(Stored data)
**********
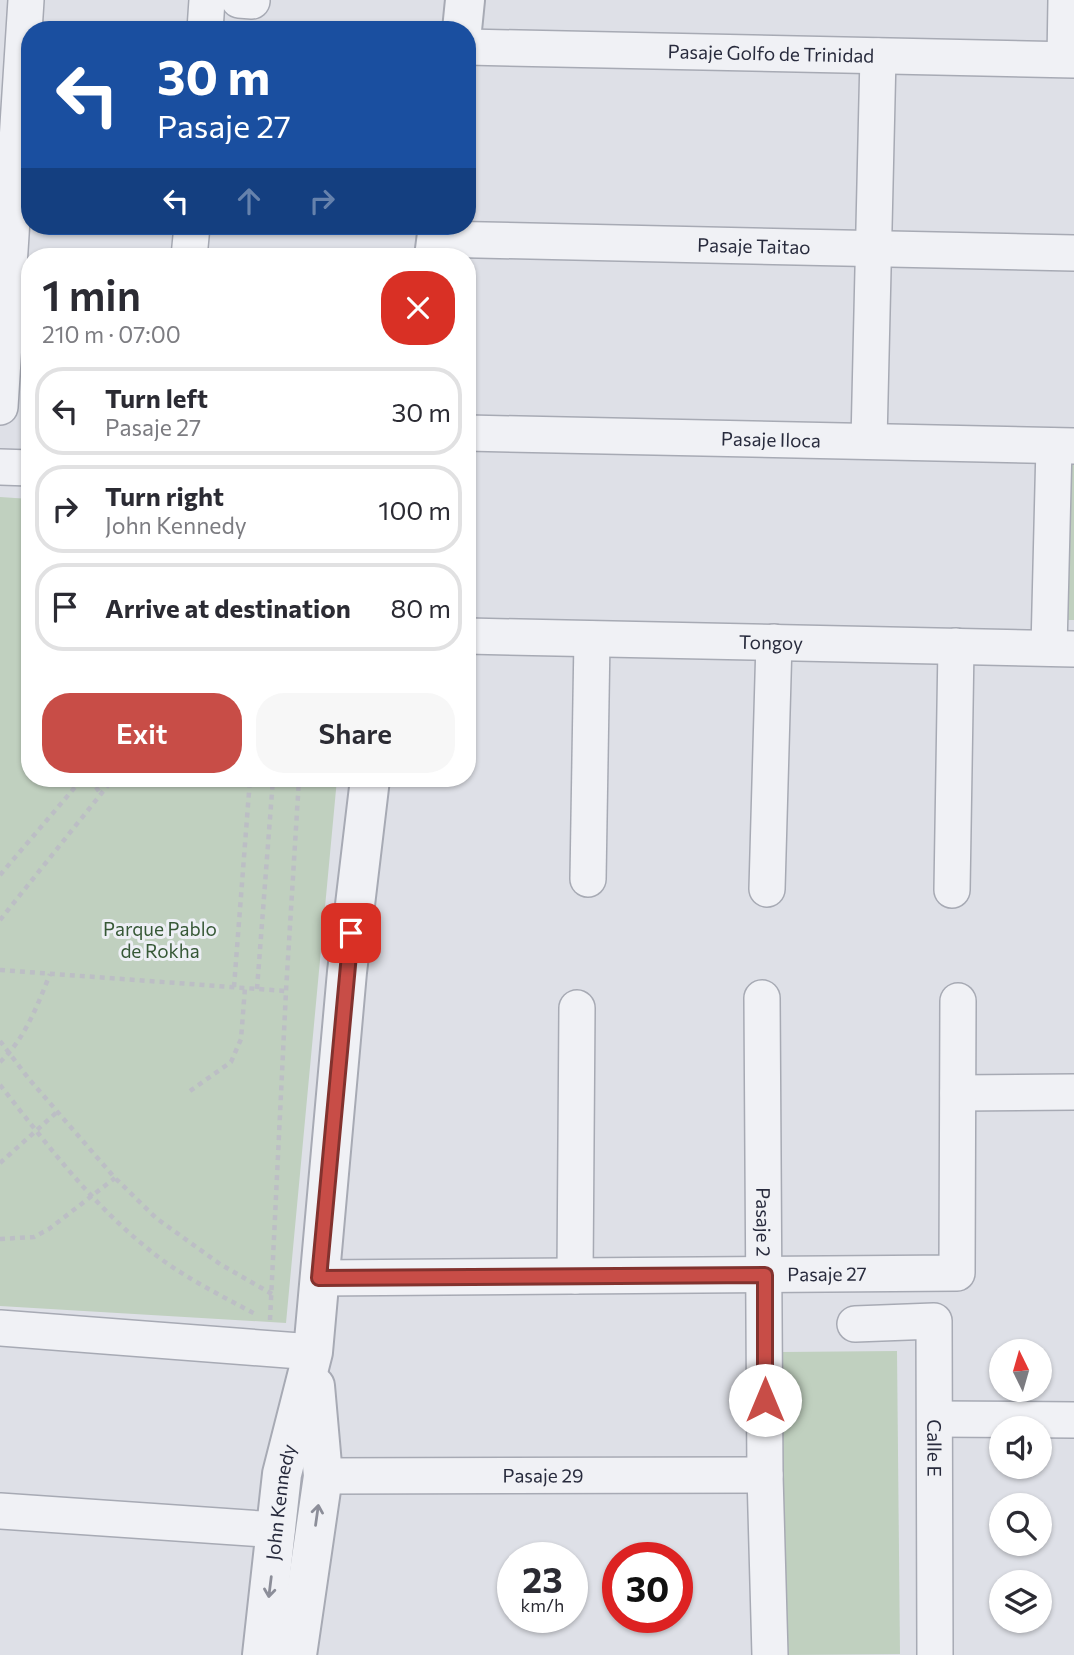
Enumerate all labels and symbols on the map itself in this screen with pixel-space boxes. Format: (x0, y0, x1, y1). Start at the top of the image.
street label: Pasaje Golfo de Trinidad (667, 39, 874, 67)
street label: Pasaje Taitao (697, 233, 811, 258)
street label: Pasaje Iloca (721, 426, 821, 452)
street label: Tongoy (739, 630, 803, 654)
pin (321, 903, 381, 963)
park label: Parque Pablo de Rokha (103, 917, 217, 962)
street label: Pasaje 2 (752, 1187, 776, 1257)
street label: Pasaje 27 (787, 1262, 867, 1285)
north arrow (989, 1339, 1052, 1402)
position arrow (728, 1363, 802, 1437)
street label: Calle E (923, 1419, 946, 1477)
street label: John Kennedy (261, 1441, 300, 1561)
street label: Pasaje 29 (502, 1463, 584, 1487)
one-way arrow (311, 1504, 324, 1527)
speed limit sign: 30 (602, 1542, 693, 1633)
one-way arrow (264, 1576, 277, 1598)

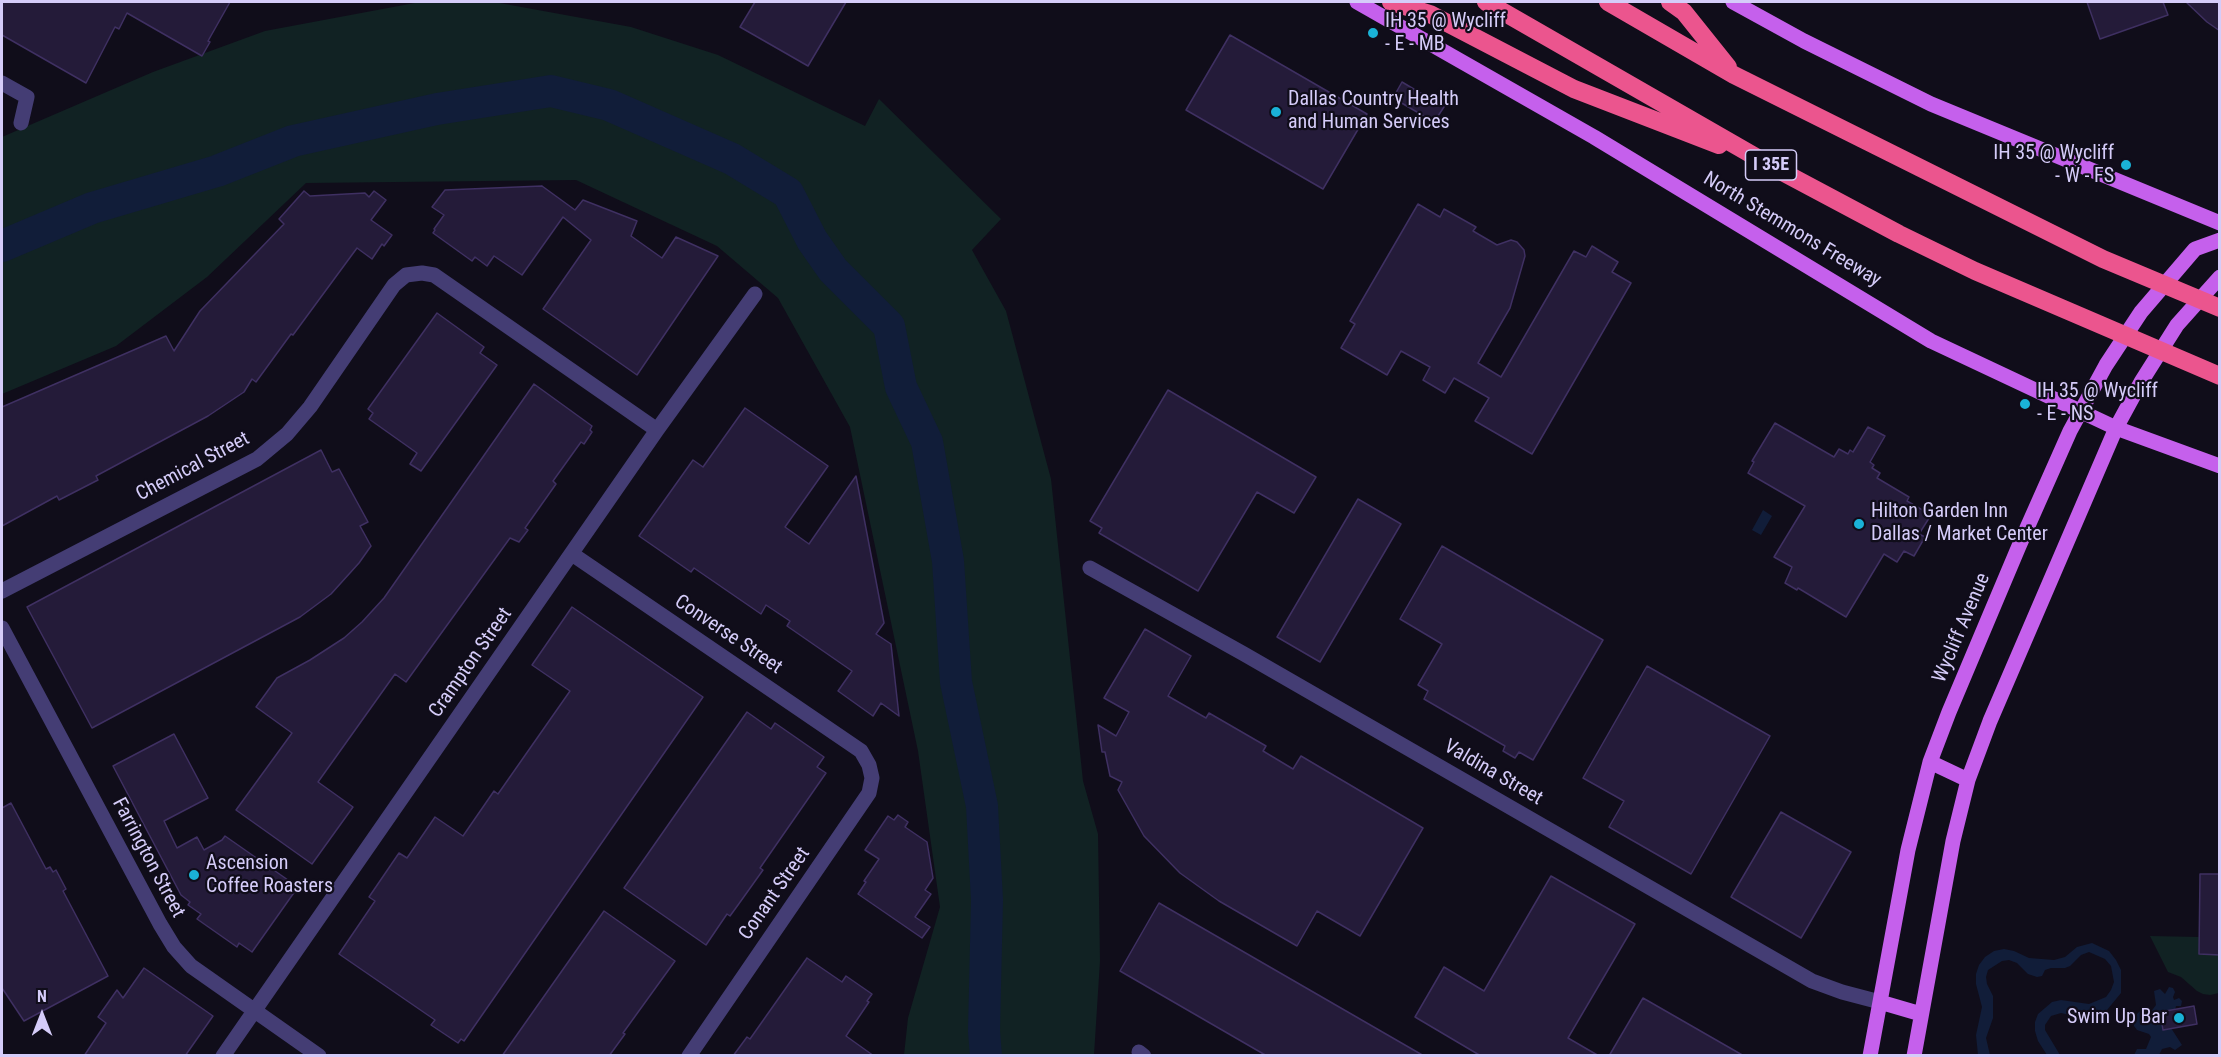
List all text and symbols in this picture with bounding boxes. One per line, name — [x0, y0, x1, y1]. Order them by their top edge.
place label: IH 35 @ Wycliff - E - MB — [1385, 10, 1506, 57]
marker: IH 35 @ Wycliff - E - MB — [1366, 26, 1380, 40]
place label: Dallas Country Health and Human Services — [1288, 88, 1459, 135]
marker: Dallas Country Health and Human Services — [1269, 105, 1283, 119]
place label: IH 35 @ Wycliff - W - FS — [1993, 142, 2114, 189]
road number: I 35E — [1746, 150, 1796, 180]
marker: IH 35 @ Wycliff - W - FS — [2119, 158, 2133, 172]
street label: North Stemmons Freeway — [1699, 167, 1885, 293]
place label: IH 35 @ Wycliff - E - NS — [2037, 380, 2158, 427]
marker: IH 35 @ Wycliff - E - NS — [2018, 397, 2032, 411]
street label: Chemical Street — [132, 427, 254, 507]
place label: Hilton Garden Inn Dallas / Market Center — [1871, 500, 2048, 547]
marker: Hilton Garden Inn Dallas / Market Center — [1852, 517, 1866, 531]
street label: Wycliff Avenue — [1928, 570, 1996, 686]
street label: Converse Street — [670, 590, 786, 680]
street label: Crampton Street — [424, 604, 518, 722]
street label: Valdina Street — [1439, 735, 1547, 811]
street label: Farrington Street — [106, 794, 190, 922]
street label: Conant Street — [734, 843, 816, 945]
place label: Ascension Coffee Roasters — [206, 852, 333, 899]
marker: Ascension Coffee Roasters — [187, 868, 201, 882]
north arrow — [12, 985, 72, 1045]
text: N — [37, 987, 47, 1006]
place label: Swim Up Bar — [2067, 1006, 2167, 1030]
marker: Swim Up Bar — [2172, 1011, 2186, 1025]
**********
▸ The task
Apply a filter for "Country" to the data above, then copy each line that matches.

▸ Answer box
place label: Dallas Country Health and Human Services — [1288, 88, 1459, 135]
marker: Dallas Country Health and Human Services — [1269, 105, 1283, 119]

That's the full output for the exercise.